We teamed up with Robar Guns in Phoenix, Arizona, to examine the innovations of this unique gunsmith and pay homage to his pioneering with a 21st century reimagining of his pistol that (we hope) would make him proud.
Sneaky Stuff and a Man Named Paris
The name Paris Theodore is all but obscure gun trivia now, but in the early 1970s he ran a small holster shop in New York known as Seventrees Ltd. His holsters were designed for deep concealment and rapid access. They were known to be popular among undercover police officers and intelligence agents — so popular that he was awarded small contracts by federal agencies whose people specialized in this kind of work.
While gun leather was their primary front, Paris was a dedicated tinkerer and basement engineer.

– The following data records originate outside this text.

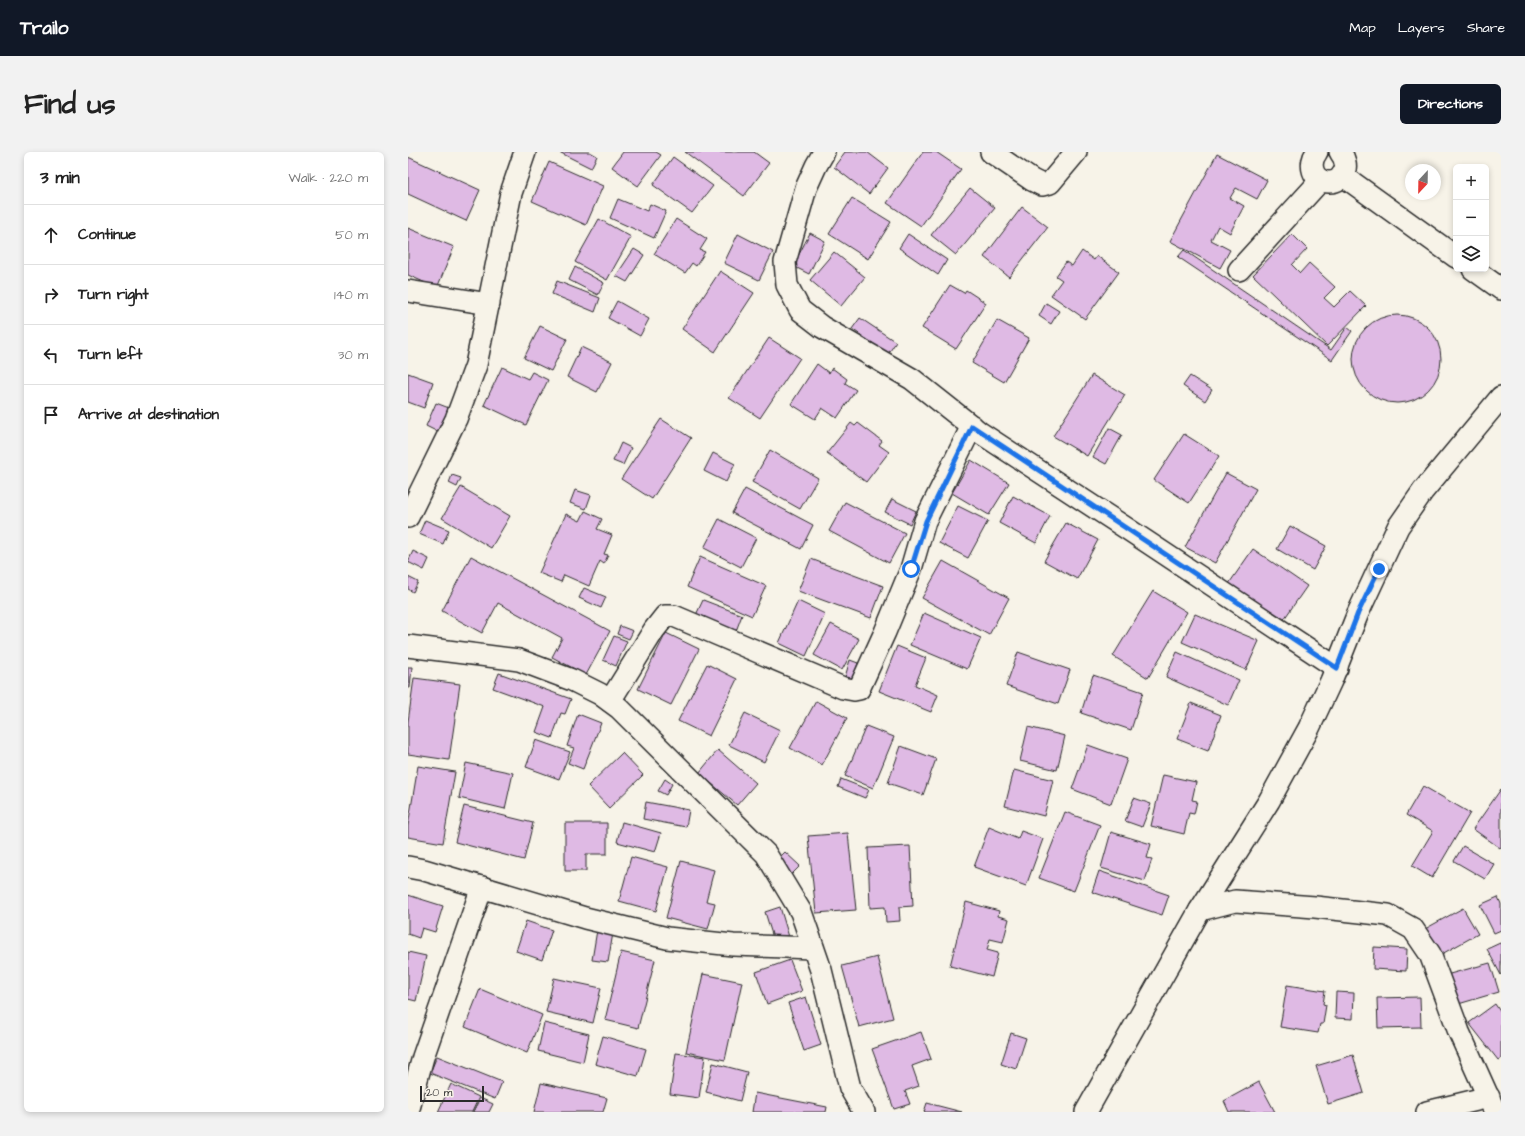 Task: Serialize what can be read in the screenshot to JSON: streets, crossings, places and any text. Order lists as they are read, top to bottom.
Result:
{
  "scale_bar": "20 m",
  "north": "bottom",
  "page": {
    "header": "Trailo",
    "nav": ["Map", "Layers", "Share"],
    "buttons": "Directions",
    "title": "Find us",
    "heading": ["3 min", "Walk · 220 m"],
    "map_buttons": ["+", "−"],
    "list": [
      ["Continue", "50 m"],
      ["Turn right", "140 m"],
      ["Turn left", "30 m"],
      "Arrive at destination"
    ],
    "scale": "20 m"
  }
} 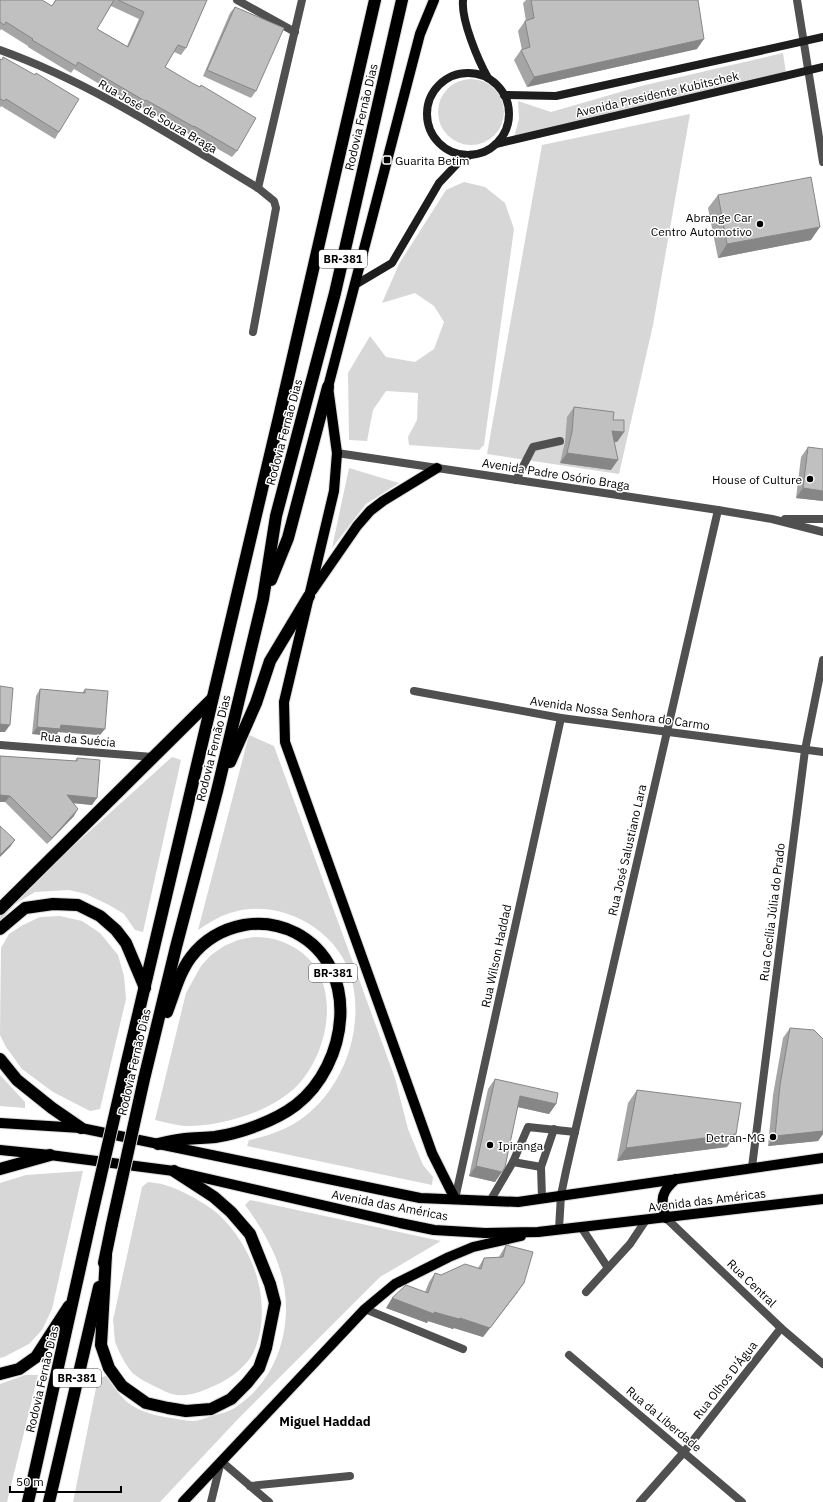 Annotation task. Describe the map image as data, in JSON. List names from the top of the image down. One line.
{"streets":{"highway":["Rodovia Fernão Dias","BR-381"],"main road":["Avenida Presidente Kubitschek","Avenida das Américas"],"street":["Rua José de Souza Braga","Avenida Padre Osório Braga","Avenida Nossa Senhora do Carmo","Rua da Suécia","Rua José Salustiano Lara","Rua Cecília Júlia do Prado","Rua Wilson Haddad","Rua Central","Rua Olhos D'Água","Rua da Liberdade"]},"crossings":[["Rodovia Fernão Dias","BR-381"],["BR-381","Avenida das Américas"],["Avenida Padre Osório Braga","Rua José Salustiano Lara"],["Avenida Nossa Senhora do Carmo","Rua José Salustiano Lara"],["Avenida Nossa Senhora do Carmo","Rua Cecília Júlia do Prado"],["Avenida Nossa Senhora do Carmo","Rua Wilson Haddad"],["Rua José Salustiano Lara","Avenida das Américas"],["Rua Cecília Júlia do Prado","Avenida das Américas"],["Rua Wilson Haddad","Avenida das Américas"],["Avenida das Américas","Rua Central"],["Rua Central","Rua Olhos D'Água"],["Rua Olhos D'Água","Rua da Liberdade"]],"districts":["Miguel Haddad"],"places":{"transit":["Guarita Betim"],"other":["Abrange Car Centro Automotivo","House of Culture","Detran-MG","Ipiranga"]},"scale_bar":"50 m"} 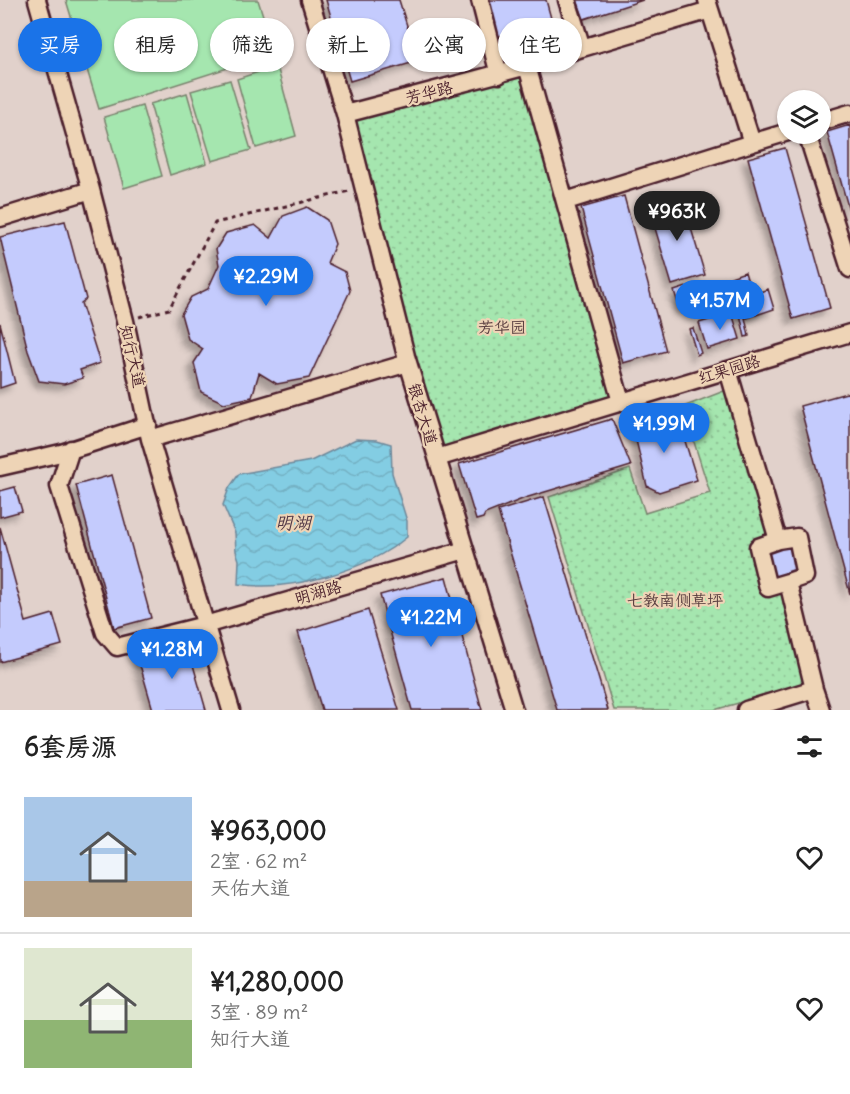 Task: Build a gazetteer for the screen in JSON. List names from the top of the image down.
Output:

Seventrees had a much smaller sister company known as Armament Services and Procedures, based out of the same office on West 39th St in Manhattan. ASP focused on designing and building clandestine and concealed weapons for several intelligence organizations. If ever there were a real life (American) counterpart to James Bond’s quirky techno-nerd “Q,” Paris Theodore was it. But beyond the mythos of being a super spy gadget guru, Theodore conceived and implemented some cutting-edge handgun improvements that we still consider ideal on a self-defense gun.
The Gun. The Myth. The Legend.
Their most well-known design was a compact 9mm pistol with no name, eventually known simply as The ASP 9mm. The ASP started life as a Smith & Wesson M39 or M39-2. For those unfamiliar, the M39 is a double-action/single-action, single-stack 9mm auto with an aluminum frame and steel slide. It was the first of S&W’s “first gen” semi-autos and one of the oldest mainstream American-made auto-loading pistols. It saw use by everyone from the Illinois State Police to Navy Special Warfare units. When Paris Theodore started building ASP pistols in the early ’70s, it was one of the most widely used duty pistols of the time.
The list of modifications made by Mr. Theodore was extensive. The slide and barrel were both shortened. The barrel was throated and ramped. He replaced the traditional bushing system with a fixed version. All metal parts were coated with Teflon-S.
On the outside, he checkered the front and backstraps of the frame. The side panels were deliberately left smooth to avoid snagging on clothes. Said side panels were made of clear Lexan, offering an instant visual index of your round count. The trigger guard was reshaped to include a hook for the support side index finger, a popular shooting grip at the time. The trigger guard was also thinned out along one side, the shooter’s dominant side, to facilitate a higher grip.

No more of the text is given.